A tarifa adicional de 25% imposta pelos Estados Unidos sobre produtos brasileiros entrou em vigor nesta quarta-feira (22). A medida eleva o custo de parte das exportações destinadas ao mercado americano e amplia a pressão sobre setores da indústria nacional. A sobretaxa alcança cerca de 3 mil produtos. Outros 2 mil itens ficaram fora da medida por serem considerados estratégicos para a economia dos Estados Unidos.
Entre os produtos isentos estão petróleo, café, carne bovina, aeronaves e celulose. Máquinas industriais, etanol, pneus, madeira, papel, calçados e parte dos produtos de alumínio passaram a enfrentar a nova cobrança. A medida foi adotada após uma investigação comercial conduzida pelo governo americano.
A avaliação é que a cobrança pode reduzir a competitividade de empresas brasileiras no mercado dos Estados Unidos nos próximos meses.
Setor produtivo pede negociação sobre tarifa
Representantes dos setores mais afetados defenderam que a resposta brasileira priorize a negociação diplomática, sem a aplicação imediata da Lei da Reciprocidade Econômica. Durante reunião com o vice-presidente Geraldo Alckmin e integrantes da equipe econômica, empresários solicitaram a ampliação das linhas de crédito do programa Brasil Soberano.

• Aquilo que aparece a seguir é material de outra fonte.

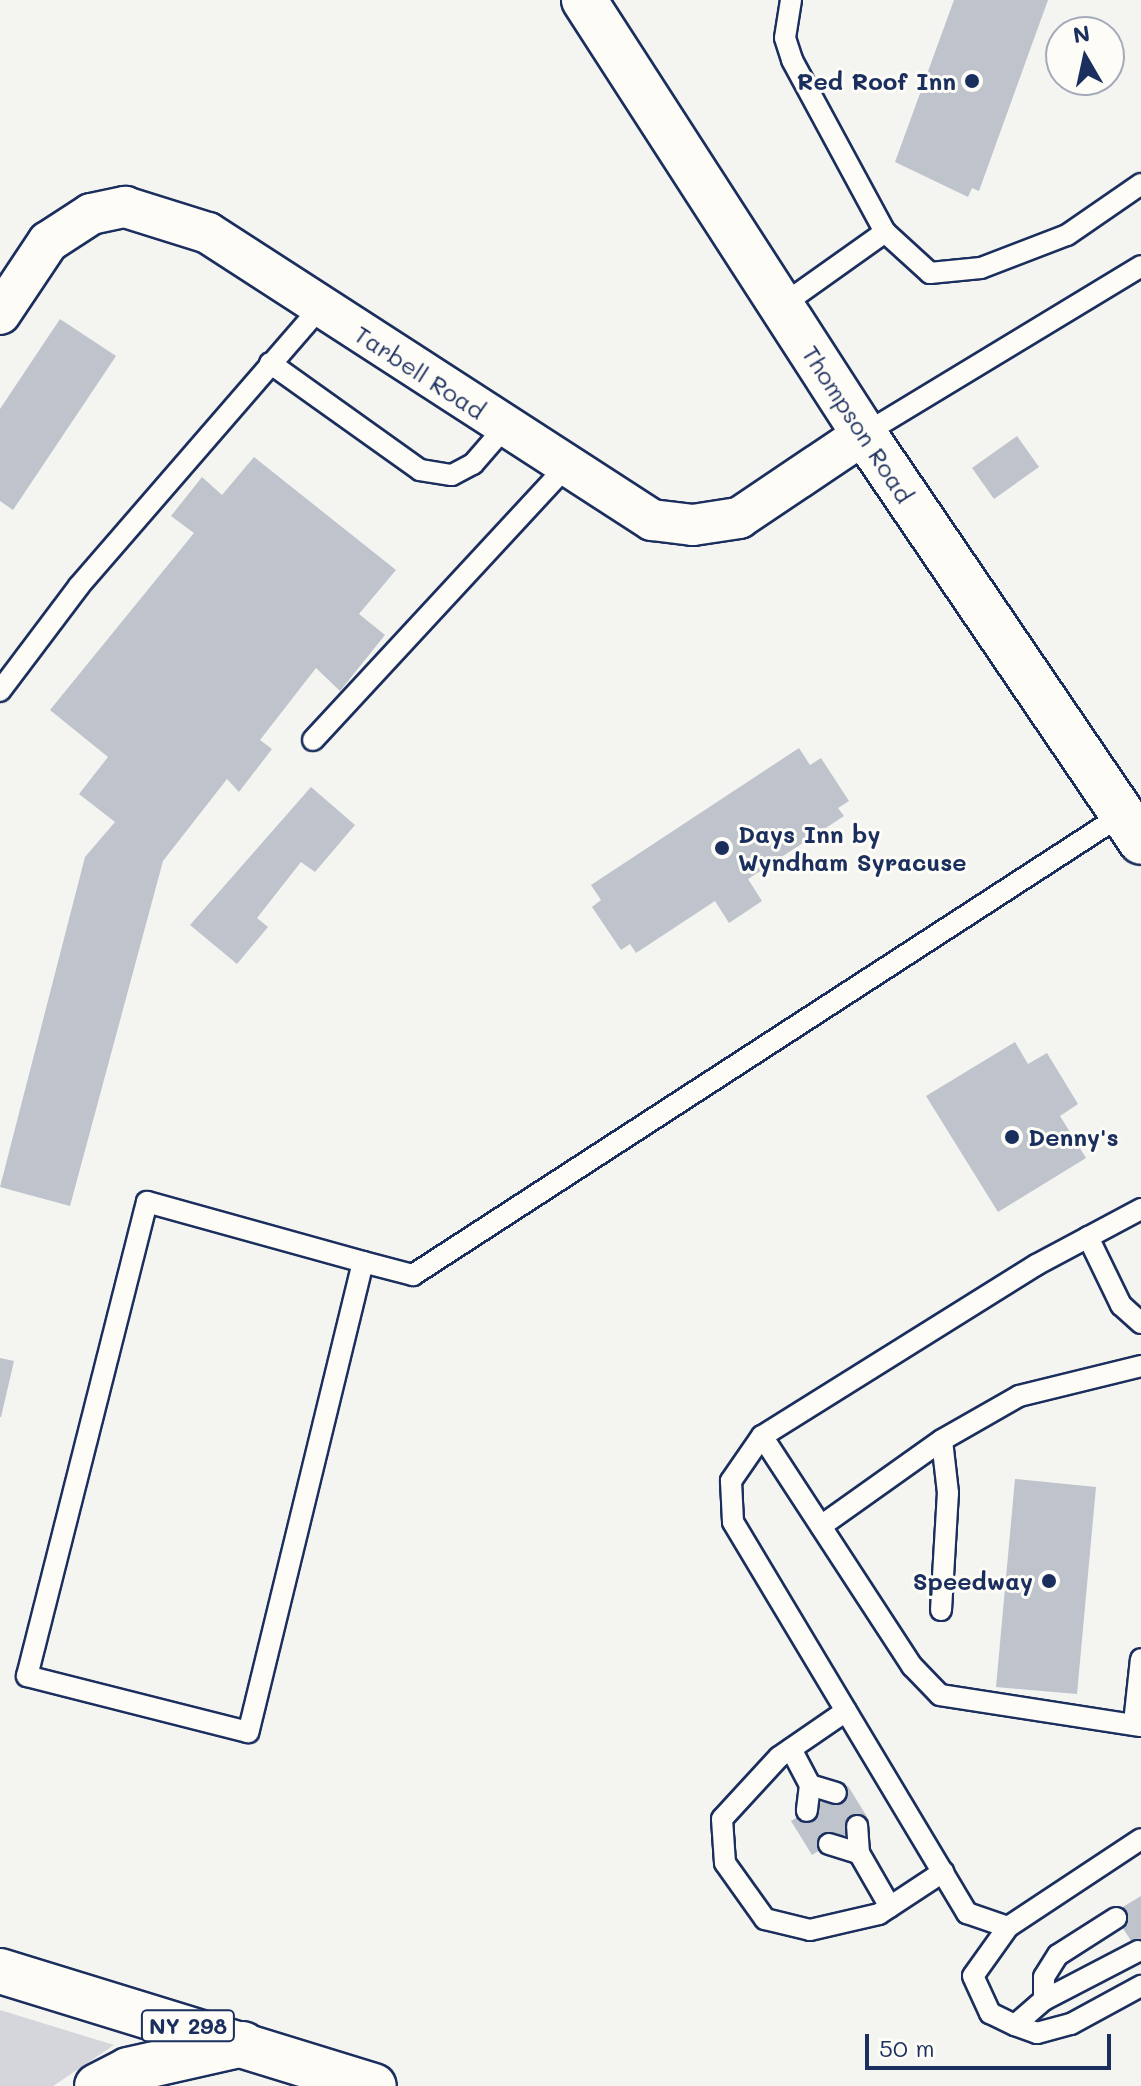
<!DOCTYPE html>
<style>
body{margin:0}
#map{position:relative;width:1141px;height:2086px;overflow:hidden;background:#f4f4f1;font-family:Mali,sans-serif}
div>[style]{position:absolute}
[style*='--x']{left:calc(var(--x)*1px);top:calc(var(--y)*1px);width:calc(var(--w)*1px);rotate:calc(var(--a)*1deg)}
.green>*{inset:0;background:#d4d6db}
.building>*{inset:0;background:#bfc3cc}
.roads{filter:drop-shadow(2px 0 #1b2f5e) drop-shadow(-2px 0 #1b2f5e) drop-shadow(0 2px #1b2f5e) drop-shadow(0 -2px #1b2f5e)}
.lane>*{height:20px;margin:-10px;padding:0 10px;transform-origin:10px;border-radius:10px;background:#fdfcf7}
.street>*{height:40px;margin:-20px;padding:0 20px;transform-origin:20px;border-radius:20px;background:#fdfcf7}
.secondary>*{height:44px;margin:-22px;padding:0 22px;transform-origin:22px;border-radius:22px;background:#fdfcf7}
.primary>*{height:44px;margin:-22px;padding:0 22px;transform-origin:22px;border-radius:22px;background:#fdfcf7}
.dots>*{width:22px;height:22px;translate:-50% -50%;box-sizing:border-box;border:4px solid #fdfcf7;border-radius:50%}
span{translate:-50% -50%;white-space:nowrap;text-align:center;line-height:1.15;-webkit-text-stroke:6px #fdfcf7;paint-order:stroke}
.shield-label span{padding:2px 6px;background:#fdfcf7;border:2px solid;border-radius:6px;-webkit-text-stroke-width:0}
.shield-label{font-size:22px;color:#1b2f5e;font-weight:700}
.poi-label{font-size:24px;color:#1b2f5e;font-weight:700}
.right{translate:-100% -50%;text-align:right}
.left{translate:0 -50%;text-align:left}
.street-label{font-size:24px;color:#1b2f5e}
.north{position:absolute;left:1045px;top:16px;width:80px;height:80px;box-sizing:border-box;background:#fdfcf7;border:2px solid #a3aaba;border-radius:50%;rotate:351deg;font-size:22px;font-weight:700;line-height:32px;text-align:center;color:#1b2f5e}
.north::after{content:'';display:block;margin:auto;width:28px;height:36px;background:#1b2f5e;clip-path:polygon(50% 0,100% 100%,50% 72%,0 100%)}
.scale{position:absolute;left:865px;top:2034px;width:246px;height:36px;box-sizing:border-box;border:4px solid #1b2f5e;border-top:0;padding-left:10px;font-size:24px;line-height:28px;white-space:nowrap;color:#1b2f5e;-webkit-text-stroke:6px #fdfcf7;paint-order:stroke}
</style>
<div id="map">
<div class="green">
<div style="clip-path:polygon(0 2010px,114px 2045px,53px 2086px,0 2086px)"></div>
</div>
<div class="building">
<div style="clip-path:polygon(954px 0,1048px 0,979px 191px,972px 188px,968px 197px,895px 162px)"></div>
<div style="clip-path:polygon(60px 319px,116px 356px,13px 510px,0 501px,0 409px)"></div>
<div style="clip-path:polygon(1017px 436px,1039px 467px,994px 499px,972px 468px)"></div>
<div style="clip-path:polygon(254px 457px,396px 570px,359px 614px,385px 635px,340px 691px,316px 668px,260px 740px,272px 749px,239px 792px,227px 779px,163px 861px,70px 1206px,0 1187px,85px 857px,115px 822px,79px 794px,108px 757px,50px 710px,194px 533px,171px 516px,202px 477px,222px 495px)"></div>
<div style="clip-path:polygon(799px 748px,810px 765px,821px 758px,849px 801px,838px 808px,844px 816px,748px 879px,762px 901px,729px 923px,715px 901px,636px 953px,630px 944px,621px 950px,592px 907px,601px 900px,591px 885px)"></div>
<div style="clip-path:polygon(311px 787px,355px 825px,315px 872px,301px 862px,257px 918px,268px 927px,237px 964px,190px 925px)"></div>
<div style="clip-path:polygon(1015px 1042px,1028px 1064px,1047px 1053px,1078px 1104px,1060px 1116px,1086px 1158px,998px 1212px,926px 1096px)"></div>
<div style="clip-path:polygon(0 1358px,14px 1361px,1px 1417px,0 1417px)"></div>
<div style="clip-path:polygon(1015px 1479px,1096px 1487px,1077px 1694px,996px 1687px)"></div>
<div style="clip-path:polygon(848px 1786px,869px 1820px,812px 1855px,791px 1821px)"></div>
<div style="clip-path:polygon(1141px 1896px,1141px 1956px,1113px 1913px)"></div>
</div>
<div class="roads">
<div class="lane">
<div style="--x:791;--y:0;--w:38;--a:99"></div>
<div style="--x:785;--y:38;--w:23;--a:72"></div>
<div style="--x:792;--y:60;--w:196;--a:61.6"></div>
<div style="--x:885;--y:232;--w:61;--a:42.3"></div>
<div style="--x:930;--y:273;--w:51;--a:-5.6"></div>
<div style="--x:981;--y:268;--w:92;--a:-21"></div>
<div style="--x:1067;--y:235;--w:90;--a:-34.6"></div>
<div style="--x:781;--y:306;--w:128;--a:-35.4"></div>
<div style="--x:270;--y:363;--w:184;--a:35.5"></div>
<div style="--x:420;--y:470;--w:32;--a:9"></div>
<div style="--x:452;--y:475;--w:24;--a:-28"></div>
<div style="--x:473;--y:464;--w:49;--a:-49.1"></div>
<div style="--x:864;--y:434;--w:324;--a:-31.2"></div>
<div style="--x:0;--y:691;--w:131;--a:-53"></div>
<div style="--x:79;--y:586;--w:369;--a:-49.1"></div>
<div style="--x:313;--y:740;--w:372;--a:-47.2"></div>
<div style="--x:1141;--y:1209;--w:119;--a:151.9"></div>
<div style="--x:1036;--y:1265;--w:323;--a:148"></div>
<div style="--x:762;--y:1436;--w:55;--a:124.6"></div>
<div style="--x:731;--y:1481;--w:41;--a:87.2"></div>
<div style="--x:733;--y:1522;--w:456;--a:59.1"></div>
<div style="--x:967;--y:1913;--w:43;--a:18.9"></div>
<div style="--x:1008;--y:1927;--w:159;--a:-33.5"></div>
<div style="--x:1088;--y:1237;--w:76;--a:64.1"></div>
<div style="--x:1121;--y:1305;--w:27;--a:42"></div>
<div style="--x:363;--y:1262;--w:484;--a:103.7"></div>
<div style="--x:248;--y:1732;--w:228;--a:-165.8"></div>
<div style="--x:27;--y:1676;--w:489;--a:-75.8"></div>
<div style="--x:147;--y:1202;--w:224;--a:15.5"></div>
<div style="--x:363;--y:1262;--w:52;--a:14.6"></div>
<div style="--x:413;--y:1275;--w:847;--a:-33"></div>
<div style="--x:762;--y:1436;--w:275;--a:56.9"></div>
<div style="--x:912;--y:1666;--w:40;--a:46"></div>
<div style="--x:940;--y:1695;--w:203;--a:8.8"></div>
<div style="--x:821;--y:1526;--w:148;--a:-35.4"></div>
<div style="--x:942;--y:1440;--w:89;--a:-29.7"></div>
<div style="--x:1019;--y:1396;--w:126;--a:-13.8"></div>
<div style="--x:941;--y:1610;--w:117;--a:-86.6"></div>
<div style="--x:948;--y:1493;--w:53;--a:-96.5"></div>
<div style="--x:846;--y:1711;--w:81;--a:145.5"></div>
<div style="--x:779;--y:1757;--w:84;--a:132.6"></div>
<div style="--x:722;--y:1819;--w:44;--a:86.1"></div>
<div style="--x:725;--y:1863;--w:69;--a:54.5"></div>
<div style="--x:765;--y:1919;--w:46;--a:13.7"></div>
<div style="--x:810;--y:1930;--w:71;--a:-13.1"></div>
<div style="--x:879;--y:1914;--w:77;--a:-33.3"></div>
<div style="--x:1134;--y:1723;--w:64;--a:-83.8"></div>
<div style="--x:791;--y:1749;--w:41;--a:62.2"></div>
<div style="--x:810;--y:1785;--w:26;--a:97"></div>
<div style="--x:810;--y:1785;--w:27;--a:17"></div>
<div style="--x:829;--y:1844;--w:31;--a:17"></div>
<div style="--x:859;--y:1853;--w:27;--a:-94"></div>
<div style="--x:859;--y:1853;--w:62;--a:60.1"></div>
<div style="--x:1008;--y:1927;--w:60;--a:125.5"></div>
<div style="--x:973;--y:1976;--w:41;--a:65.3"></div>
<div style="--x:990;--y:2013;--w:28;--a:26"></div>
<div style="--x:1015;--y:2025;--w:23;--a:20"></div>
<div style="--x:1037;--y:2033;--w:35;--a:-15"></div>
<div style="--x:1071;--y:2024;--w:80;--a:-28.5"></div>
<div style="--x:1044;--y:2000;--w:23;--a:-90"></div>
<div style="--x:1044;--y:1977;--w:26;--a:-58"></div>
<div style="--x:1058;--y:1955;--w:69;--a:-32.5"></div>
<div style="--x:1015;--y:2025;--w:38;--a:-41"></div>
<div style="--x:1044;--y:2000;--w:106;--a:-27.5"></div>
</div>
<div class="street">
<div style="--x:0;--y:314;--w:87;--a:-56.3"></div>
<div style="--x:48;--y:242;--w:51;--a:-33.1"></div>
<div style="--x:91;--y:214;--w:35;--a:-12"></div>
<div style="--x:125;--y:207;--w:87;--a:17.4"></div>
<div style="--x:208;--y:233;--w:529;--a:32.88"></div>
<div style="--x:652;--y:520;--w:41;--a:7"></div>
<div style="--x:693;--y:525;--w:47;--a:-8.7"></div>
<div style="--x:739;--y:518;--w:151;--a:-33.9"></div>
</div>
<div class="secondary">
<div style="--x:584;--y:0;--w:516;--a:57.17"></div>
<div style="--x:864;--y:434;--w:493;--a:55.8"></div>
</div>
<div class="primary">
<div style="--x:0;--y:1971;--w:391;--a:17.1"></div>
<div style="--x:97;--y:2086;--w:35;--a:-27"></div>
<div style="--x:128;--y:2070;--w:118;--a:-12.7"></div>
</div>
</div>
<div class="dots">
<div style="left:972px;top:81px;background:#1b2f5e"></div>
<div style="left:722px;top:848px;background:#1b2f5e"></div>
<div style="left:1012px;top:1137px;background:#1b2f5e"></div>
<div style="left:1049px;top:1581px;background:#1b2f5e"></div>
</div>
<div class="shield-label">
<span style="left:188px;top:2026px">NY 298</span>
</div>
<div class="poi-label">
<span class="right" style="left:956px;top:81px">Red Roof Inn</span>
<span class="left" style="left:738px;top:848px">Days Inn by<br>Wyndham Syracuse</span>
<span class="left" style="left:1028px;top:1137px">Denny's</span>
<span class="right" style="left:1033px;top:1581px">Speedway</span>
</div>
<div class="street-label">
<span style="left:420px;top:372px;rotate:33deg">Tarbell Road</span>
<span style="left:858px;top:424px;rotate:57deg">Thompson Road</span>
</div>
<div class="north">N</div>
<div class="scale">50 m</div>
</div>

O setor produtivo também pediu redução do custo dos financiamentos, flexibilização de regras e medidas para fortalecer a competitividade da indústria brasileira. Outro pedido apresentado ao governo envolve ações para conter o avanço das importações asiáticas no mercado interno.
O governo informou que continua levantando dados sobre os impactos da tarifa. Novas medidas de apoio ao setor produtivo permanecem em análise, mas ainda não há prazo para anúncio.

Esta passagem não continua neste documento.